* ASSIGNMENT
Reproduce every entry below precisely; do not include the pictures.

----- STORED DATA

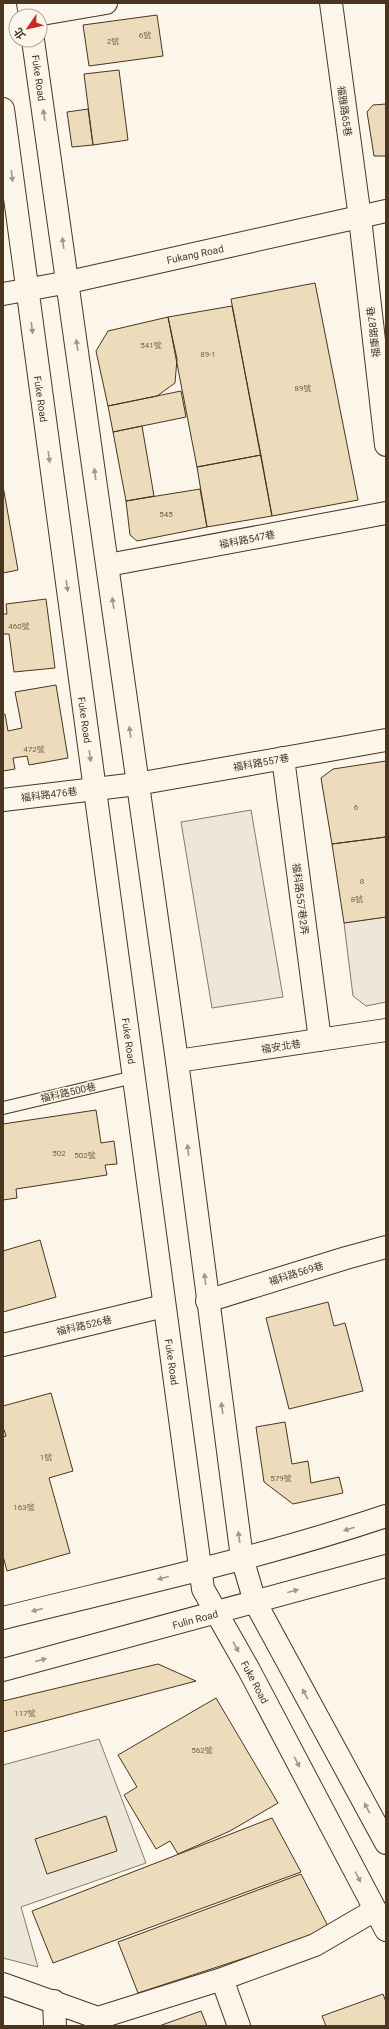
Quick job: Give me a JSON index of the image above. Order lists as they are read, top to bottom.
{
  "streets": {
    "street": [
      "Fuke Road",
      "福雅路65巷",
      "Fukang Road",
      "福康路87巷",
      "福科路547巷",
      "福科路557巷",
      "福科路476巷",
      "福科路557巷2弄",
      "福安北巷",
      "福科路569巷",
      "福科路526巷",
      "Fulin Road"
    ],
    "lane": ["福科路500巷"]
  },
  "crossings": [
    ["Fuke Road", "Fukang Road"],
    ["Fuke Road", "福科路547巷"],
    ["Fuke Road", "福科路557巷"],
    ["Fuke Road", "福科路476巷"],
    ["Fuke Road", "福安北巷"],
    ["Fuke Road", "福科路500巷"],
    ["Fuke Road", "福科路569巷"],
    ["Fuke Road", "福科路526巷"],
    ["Fuke Road", "Fulin Road"],
    ["福雅路65巷", "Fukang Road"],
    ["福雅路65巷", "福康路87巷"],
    ["Fukang Road", "福康路87巷"],
    ["福科路557巷", "福科路476巷"],
    ["福科路557巷", "福科路557巷2弄"],
    ["福科路557巷2弄", "福安北巷"]
  ],
  "house_numbers": [
    "6號",
    "2號",
    "541號",
    "89-1",
    "89號",
    "545",
    "460號",
    "472號",
    "6",
    "8",
    "8號",
    "502",
    "502號",
    "1號",
    "579號",
    "163號",
    "117號",
    "562號"
  ],
  "north": "bottom left"
}
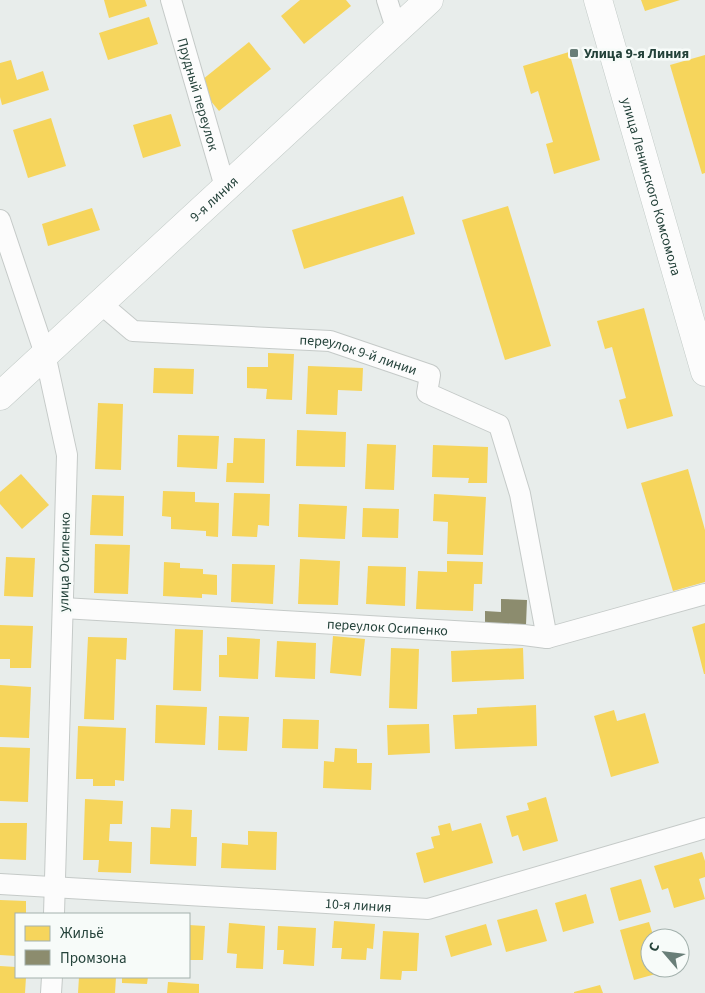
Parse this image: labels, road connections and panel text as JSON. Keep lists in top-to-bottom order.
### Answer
{
  "streets": {
    "street": [
      "Прудный переулок",
      "улица Ленинского Комсомола",
      "9-я линия",
      "переулок 9-й линии",
      "улица Осипенко",
      "переулок Осипенко",
      "10-я линия"
    ]
  },
  "crossings": [
    ["Прудный переулок", "9-я линия"],
    ["9-я линия", "переулок 9-й линии"],
    ["9-я линия", "улица Осипенко"],
    ["переулок 9-й линии", "переулок Осипенко"],
    ["улица Осипенко", "переулок Осипенко"],
    ["улица Осипенко", "10-я линия"]
  ],
  "places": {
    "transit": ["Улица 9-я Линия"]
  },
  "legend": ["Жильё", "Промзона"],
  "north": "top left"
}
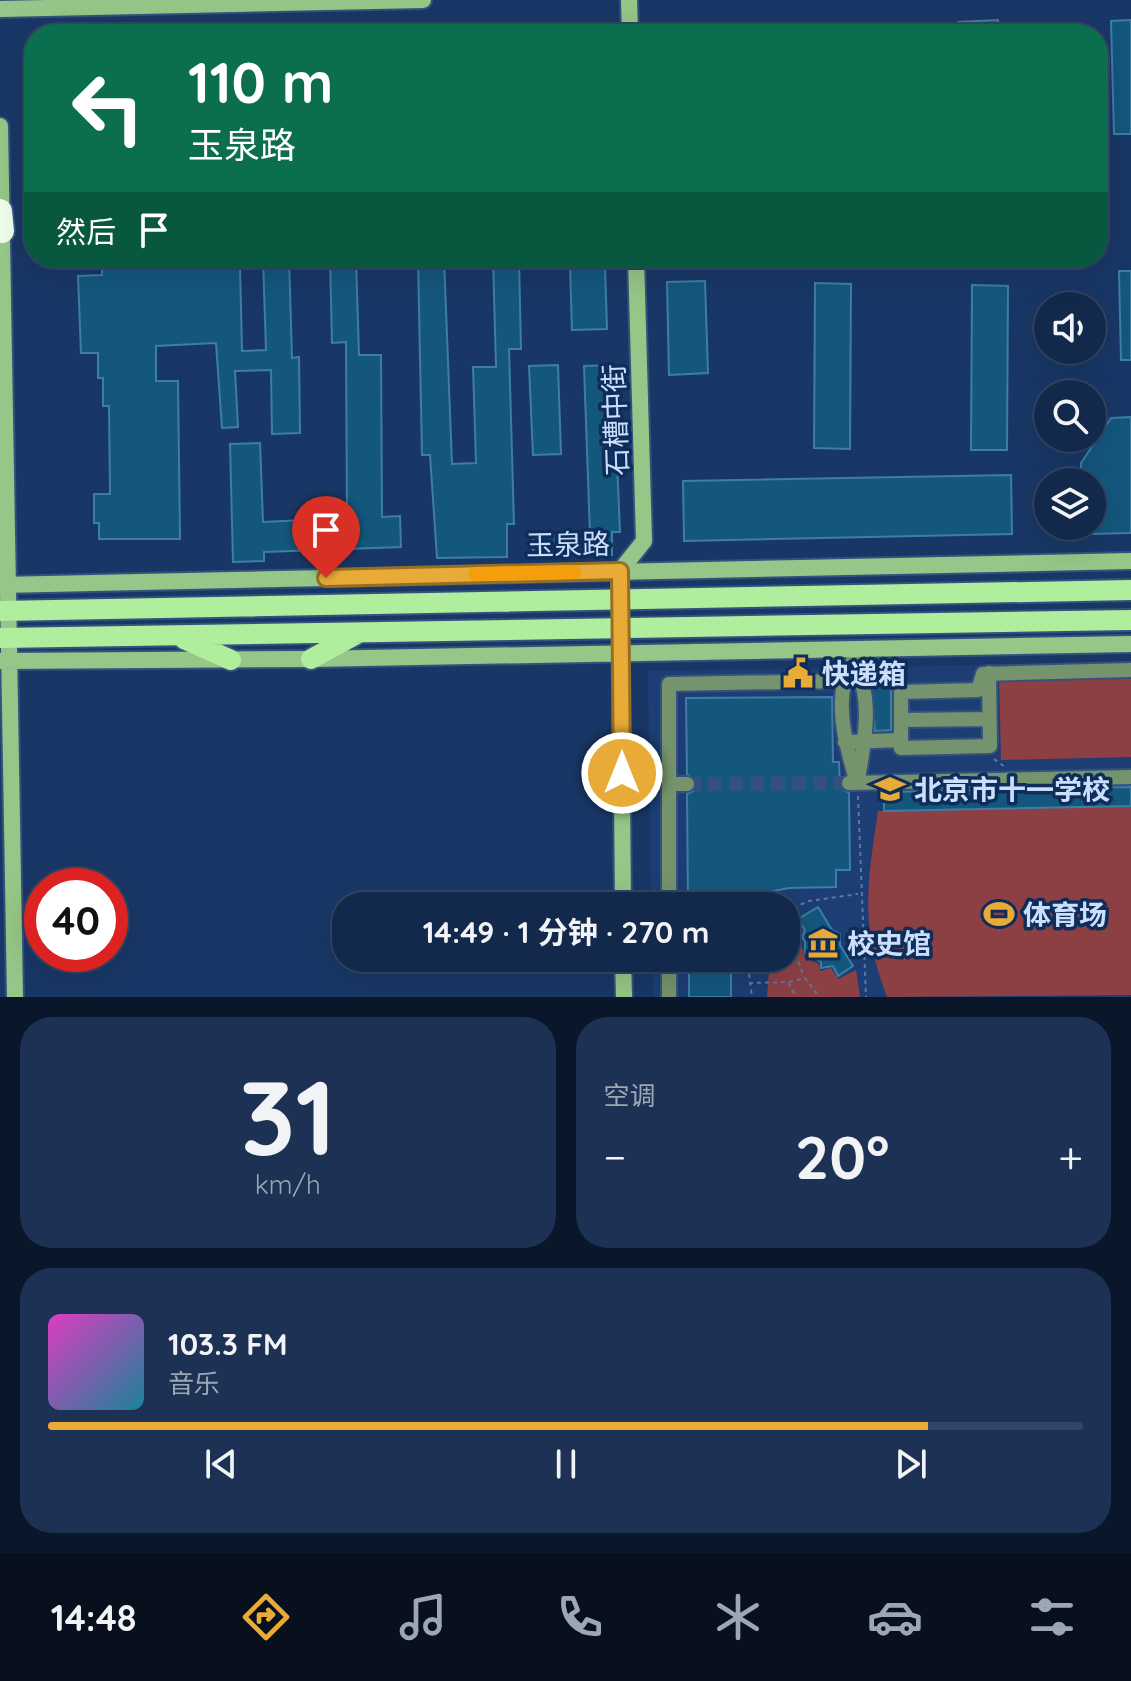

----------

* REPLY TO THE EXERCISE
Quick job: Give me a JSON index of the image above. Order lists as they are read, top to bottom.
{
  "streets": {
    "street": [
      "Fuke Road",
      "福雅路65巷",
      "Fukang Road",
      "福康路87巷",
      "福科路547巷",
      "福科路557巷",
      "福科路476巷",
      "福科路557巷2弄",
      "福安北巷",
      "福科路569巷",
      "福科路526巷",
      "Fulin Road"
    ],
    "lane": ["福科路500巷"]
  },
  "crossings": [
    ["Fuke Road", "Fukang Road"],
    ["Fuke Road", "福科路547巷"],
    ["Fuke Road", "福科路557巷"],
    ["Fuke Road", "福科路476巷"],
    ["Fuke Road", "福安北巷"],
    ["Fuke Road", "福科路500巷"],
    ["Fuke Road", "福科路569巷"],
    ["Fuke Road", "福科路526巷"],
    ["Fuke Road", "Fulin Road"],
    ["福雅路65巷", "Fukang Road"],
    ["福雅路65巷", "福康路87巷"],
    ["Fukang Road", "福康路87巷"],
    ["福科路557巷", "福科路476巷"],
    ["福科路557巷", "福科路557巷2弄"],
    ["福科路557巷2弄", "福安北巷"]
  ],
  "house_numbers": [
    "6號",
    "2號",
    "541號",
    "89-1",
    "89號",
    "545",
    "460號",
    "472號",
    "6",
    "8",
    "8號",
    "502",
    "502號",
    "1號",
    "579號",
    "163號",
    "117號",
    "562號"
  ],
  "north": "bottom left"
}
Parse this image: labels, road connections and panel text as JSON. Keep lists in top-to-bottom order.
### Answer
{
  "streets": {
    "street": [
      "Прудный переулок",
      "улица Ленинского Комсомола",
      "9-я линия",
      "переулок 9-й линии",
      "улица Осипенко",
      "переулок Осипенко",
      "10-я линия"
    ]
  },
  "crossings": [
    ["Прудный переулок", "9-я линия"],
    ["9-я линия", "переулок 9-й линии"],
    ["9-я линия", "улица Осипенко"],
    ["переулок 9-й линии", "переулок Осипенко"],
    ["улица Осипенко", "переулок Осипенко"],
    ["улица Осипенко", "10-я линия"]
  ],
  "places": {
    "transit": ["Улица 9-я Линия"]
  },
  "legend": ["Жильё", "Промзона"],
  "north": "top left"
}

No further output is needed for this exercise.